Collected data
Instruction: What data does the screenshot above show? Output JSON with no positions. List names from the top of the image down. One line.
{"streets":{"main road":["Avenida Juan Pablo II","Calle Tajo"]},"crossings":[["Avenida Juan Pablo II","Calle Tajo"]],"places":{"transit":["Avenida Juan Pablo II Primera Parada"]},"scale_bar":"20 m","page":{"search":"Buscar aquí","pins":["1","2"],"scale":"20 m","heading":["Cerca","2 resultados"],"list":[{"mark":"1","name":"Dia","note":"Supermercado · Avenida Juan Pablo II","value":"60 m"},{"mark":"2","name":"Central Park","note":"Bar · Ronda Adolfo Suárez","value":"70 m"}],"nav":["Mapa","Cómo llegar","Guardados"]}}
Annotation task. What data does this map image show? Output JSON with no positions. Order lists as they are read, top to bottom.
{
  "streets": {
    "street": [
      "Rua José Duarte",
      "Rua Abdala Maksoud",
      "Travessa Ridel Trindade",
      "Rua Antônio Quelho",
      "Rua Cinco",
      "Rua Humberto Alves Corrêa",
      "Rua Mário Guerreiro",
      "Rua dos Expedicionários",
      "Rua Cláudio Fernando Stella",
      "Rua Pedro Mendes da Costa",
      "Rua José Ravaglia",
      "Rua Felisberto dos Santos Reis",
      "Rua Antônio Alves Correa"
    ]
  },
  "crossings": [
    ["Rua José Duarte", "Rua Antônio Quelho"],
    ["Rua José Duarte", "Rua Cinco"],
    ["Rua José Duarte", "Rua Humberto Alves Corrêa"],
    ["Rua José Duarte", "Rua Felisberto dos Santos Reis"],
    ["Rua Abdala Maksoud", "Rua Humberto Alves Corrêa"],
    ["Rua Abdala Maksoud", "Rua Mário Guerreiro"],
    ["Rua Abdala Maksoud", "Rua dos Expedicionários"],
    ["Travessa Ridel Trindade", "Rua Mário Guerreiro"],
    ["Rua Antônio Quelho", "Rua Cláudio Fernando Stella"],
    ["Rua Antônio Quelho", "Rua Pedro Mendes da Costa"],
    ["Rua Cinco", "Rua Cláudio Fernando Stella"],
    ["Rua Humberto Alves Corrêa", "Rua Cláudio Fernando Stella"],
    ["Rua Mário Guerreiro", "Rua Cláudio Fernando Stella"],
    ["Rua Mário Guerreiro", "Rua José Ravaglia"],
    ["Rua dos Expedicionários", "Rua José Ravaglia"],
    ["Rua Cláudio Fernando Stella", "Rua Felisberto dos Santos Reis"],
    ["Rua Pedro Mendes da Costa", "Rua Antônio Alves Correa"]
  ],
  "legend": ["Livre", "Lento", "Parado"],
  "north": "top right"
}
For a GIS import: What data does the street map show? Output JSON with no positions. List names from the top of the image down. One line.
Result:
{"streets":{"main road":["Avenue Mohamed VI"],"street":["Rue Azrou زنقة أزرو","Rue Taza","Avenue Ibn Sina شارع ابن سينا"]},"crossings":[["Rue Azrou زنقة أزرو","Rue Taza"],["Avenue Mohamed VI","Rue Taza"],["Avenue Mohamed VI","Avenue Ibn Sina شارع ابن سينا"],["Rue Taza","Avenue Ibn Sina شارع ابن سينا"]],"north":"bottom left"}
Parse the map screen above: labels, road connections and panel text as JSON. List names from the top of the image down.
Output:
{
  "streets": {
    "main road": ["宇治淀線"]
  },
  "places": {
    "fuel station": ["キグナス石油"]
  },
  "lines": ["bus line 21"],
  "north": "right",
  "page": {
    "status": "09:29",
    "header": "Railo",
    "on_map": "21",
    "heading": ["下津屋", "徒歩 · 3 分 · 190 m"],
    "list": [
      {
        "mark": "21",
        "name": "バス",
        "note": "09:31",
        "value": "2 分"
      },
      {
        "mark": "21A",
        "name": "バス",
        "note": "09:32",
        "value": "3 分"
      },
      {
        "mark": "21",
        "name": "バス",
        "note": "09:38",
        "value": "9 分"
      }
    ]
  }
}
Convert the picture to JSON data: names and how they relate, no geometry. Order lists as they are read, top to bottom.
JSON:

* **Exercise brief**
Restate the data above in full, keeping every word as it is.

* **Answer section**
Instruction: What data does the screenshot above show? Output JSON with no positions. List names from the top of the image down. One line.
{"streets":{"main road":["Avenida Juan Pablo II","Calle Tajo"]},"crossings":[["Avenida Juan Pablo II","Calle Tajo"]],"places":{"transit":["Avenida Juan Pablo II Primera Parada"]},"scale_bar":"20 m","page":{"search":"Buscar aquí","pins":["1","2"],"scale":"20 m","heading":["Cerca","2 resultados"],"list":[{"mark":"1","name":"Dia","note":"Supermercado · Avenida Juan Pablo II","value":"60 m"},{"mark":"2","name":"Central Park","note":"Bar · Ronda Adolfo Suárez","value":"70 m"}],"nav":["Mapa","Cómo llegar","Guardados"]}}
Annotation task. What data does this map image show? Output JSON with no positions. Order lists as they are read, top to bottom.
{
  "streets": {
    "street": [
      "Rua José Duarte",
      "Rua Abdala Maksoud",
      "Travessa Ridel Trindade",
      "Rua Antônio Quelho",
      "Rua Cinco",
      "Rua Humberto Alves Corrêa",
      "Rua Mário Guerreiro",
      "Rua dos Expedicionários",
      "Rua Cláudio Fernando Stella",
      "Rua Pedro Mendes da Costa",
      "Rua José Ravaglia",
      "Rua Felisberto dos Santos Reis",
      "Rua Antônio Alves Correa"
    ]
  },
  "crossings": [
    ["Rua José Duarte", "Rua Antônio Quelho"],
    ["Rua José Duarte", "Rua Cinco"],
    ["Rua José Duarte", "Rua Humberto Alves Corrêa"],
    ["Rua José Duarte", "Rua Felisberto dos Santos Reis"],
    ["Rua Abdala Maksoud", "Rua Humberto Alves Corrêa"],
    ["Rua Abdala Maksoud", "Rua Mário Guerreiro"],
    ["Rua Abdala Maksoud", "Rua dos Expedicionários"],
    ["Travessa Ridel Trindade", "Rua Mário Guerreiro"],
    ["Rua Antônio Quelho", "Rua Cláudio Fernando Stella"],
    ["Rua Antônio Quelho", "Rua Pedro Mendes da Costa"],
    ["Rua Cinco", "Rua Cláudio Fernando Stella"],
    ["Rua Humberto Alves Corrêa", "Rua Cláudio Fernando Stella"],
    ["Rua Mário Guerreiro", "Rua Cláudio Fernando Stella"],
    ["Rua Mário Guerreiro", "Rua José Ravaglia"],
    ["Rua dos Expedicionários", "Rua José Ravaglia"],
    ["Rua Cláudio Fernando Stella", "Rua Felisberto dos Santos Reis"],
    ["Rua Pedro Mendes da Costa", "Rua Antônio Alves Correa"]
  ],
  "legend": ["Livre", "Lento", "Parado"],
  "north": "top right"
}
For a GIS import: What data does the street map show? Output JSON with no positions. List names from the top of the image down. One line.
Result:
{"streets":{"main road":["Avenue Mohamed VI"],"street":["Rue Azrou زنقة أزرو","Rue Taza","Avenue Ibn Sina شارع ابن سينا"]},"crossings":[["Rue Azrou زنقة أزرو","Rue Taza"],["Avenue Mohamed VI","Rue Taza"],["Avenue Mohamed VI","Avenue Ibn Sina شارع ابن سينا"],["Rue Taza","Avenue Ibn Sina شارع ابن سينا"]],"north":"bottom left"}
Parse the map screen above: labels, road connections and panel text as JSON. List names from the top of the image down.
Output:
{
  "streets": {
    "main road": ["宇治淀線"]
  },
  "places": {
    "fuel station": ["キグナス石油"]
  },
  "lines": ["bus line 21"],
  "north": "right",
  "page": {
    "status": "09:29",
    "header": "Railo",
    "on_map": "21",
    "heading": ["下津屋", "徒歩 · 3 分 · 190 m"],
    "list": [
      {
        "mark": "21",
        "name": "バス",
        "note": "09:31",
        "value": "2 分"
      },
      {
        "mark": "21A",
        "name": "バス",
        "note": "09:32",
        "value": "3 分"
      },
      {
        "mark": "21",
        "name": "バス",
        "note": "09:38",
        "value": "9 分"
      }
    ]
  }
}
Convert the picture to JSON data: names and how they relate, no geometry. Order lists as they are read, top to bottom.
JSON:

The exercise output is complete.